Again, the reason for this is that in all such arts, you are participating in something personally enjoyable for yourself, but it’s also a form of shugyo, of personal training of the mind, body and spirit. As such, there’s a tinge of asceticism to the training. So think Quaker furniture, not Louis XV. Think Franciscan monks chanting in a monastery, not a Black Eyed Peas concert in the park.
A couple other notes, which may turn into rants: First, the dogi or keikogi are meant for training. In Japan, I’ve seen little kendo kids hurrying to practice on bicycles already dressed in kendo outfits. That’s cool in Japan. And maybe for little kids in America, it’s kind of cute to see those little urchins dressed in clean white outfits piling into and out of an SUV, stopping at a grocery store or Pizza Hut on the way home.
But for adults, in America, I would advise that if your training area has a place to change, take advantage of it. Avoid driving to practice dressed in your outfit. Wearing a karategi with a white belt is simply asking for trouble if you encounter some drunken or crazy person with a history of violence while you’re buying a hot dog at the 7-11 on the way home. Plus, mustard stains are hard to get out of a white gi. I know. I’ve tried.
I recall a story someone related to me from my youthful days in karate. He was a professor at a local college, a studious, bespeckled, skinny guy who just started karate. On the way home, two drunken thugs in a beat-up truck noticed him driving his BMW dressed in a white gi with a white belt and started following him, making obscene gestures about what they proposed to do to him when he stopped his car. Fearing that they might injure his wife if he drove straight home, he stopped his car (not the best tactic, in my opinion, but anyway…) on a lonely stretch of the road and stepped out to meet them.
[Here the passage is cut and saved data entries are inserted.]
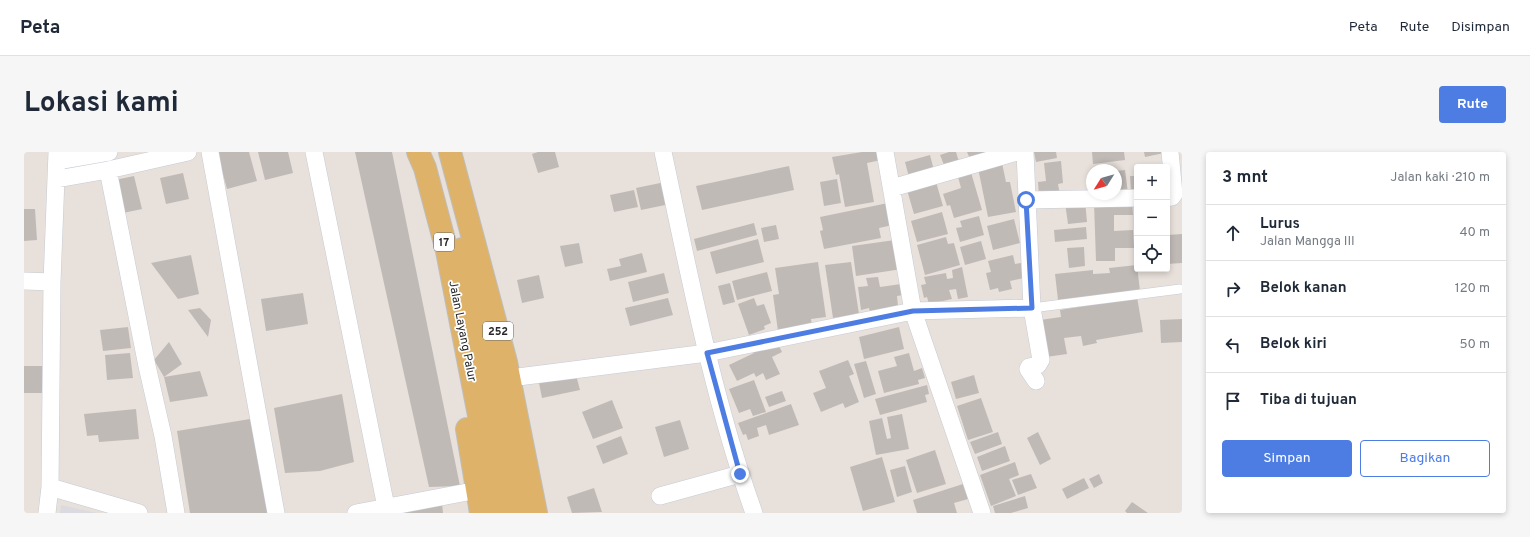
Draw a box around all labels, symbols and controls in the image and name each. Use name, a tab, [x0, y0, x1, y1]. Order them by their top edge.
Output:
text: Peta	[20, 16, 60, 40]
text: Peta	[1349, 19, 1378, 36]
text: Rute	[1400, 19, 1429, 36]
text: Disimpan	[1451, 19, 1510, 36]
text: Lokasi kami	[24, 86, 179, 122]
button: Rute	[1439, 86, 1506, 123]
north arrow	[1086, 164, 1122, 200]
map controls	[1134, 164, 1170, 272]
button: +	[1134, 164, 1170, 200]
text: 3 mnt	[1222, 167, 1268, 189]
text: Jalan kaki · 210 m	[1390, 170, 1490, 186]
route start	[1017, 191, 1035, 209]
button: −	[1134, 200, 1170, 236]
text: Lurus	[1260, 215, 1300, 234]
icon: ahead	[1222, 222, 1244, 244]
text: 40 m	[1460, 225, 1490, 241]
road number: 17	[434, 233, 454, 251]
text: Jalan Mangga III	[1260, 234, 1355, 250]
button: locate	[1134, 236, 1170, 272]
icon: right	[1222, 278, 1244, 300]
street label: Jalan Layang Palur	[444, 279, 480, 383]
text: Belok kanan	[1260, 279, 1347, 298]
text: 120 m	[1455, 281, 1490, 297]
road number: 252	[483, 322, 513, 340]
icon: left	[1222, 334, 1244, 356]
text: Belok kiri	[1260, 335, 1327, 354]
text: 50 m	[1460, 337, 1490, 353]
icon: arrive	[1222, 390, 1244, 412]
text: Tiba di tujuan	[1260, 391, 1357, 410]
button: Simpan	[1222, 440, 1352, 477]
button: Bagikan	[1360, 440, 1490, 477]
route end	[731, 465, 749, 483]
We had just begun nunchaku practice so he could only think of draping it around his neck. The thugs ran out to attack him. He told me that the only thing he remembered from training was to swing his nunchaku at an attacker in an arc, so he did that. The wooden tip struck the first attacker on his head just when he was about to throw a haymaker punch, and he fell face forward to the ground. The sudden attack from what seemed like an easy mark probably scared him more than hurt him. The thugs ran back into their truck and drove off quickly, leaving my friend unscathed.
While I was happy that my friend avoided physical damage, I dissected the lead-up to the confrontation and surmised that the whole affair might have not happened had he changed his clothes and not stood out like a sore thumb while driving. And it would have been a sorry affair had we not been practicing nunchaku, but doing something like sword or sai work. Yikes.
When you doff your keikogi, you can simply throw it into your gym bag and head home. If you want to be more disciplined about it, you can fold it flat to be neat and have it take up less room. The pants are laid flat on the floor, then folded over lengthwise so the legs are on top of each other. You fold the pants into thirds, making a neat rectangle. Likewise, you place the uwagi, or gi top, flat on the floor, lapels tucked in, right on top of left. Fold it in half lengthwise at its spline so that one sleeve is right on top of the other sleeve. Fold the sleeves at the elbow and shoulder so it sits atop the uwagi in a rectangle. Fold the gi from the bottom up in thirds so the fold covers the folded sleeves. There, you have a neat little bundle!
You can also slip the pants into the uwagi bundle and then wrap your obi around it, making a neat little package if you like.
As soon as you get home you hang up the gi to air out, or throw it in the laundry.
As for folding the hakama, I found that different people do it differently, so I’d recommend that you consult your sensei about folding and storing it.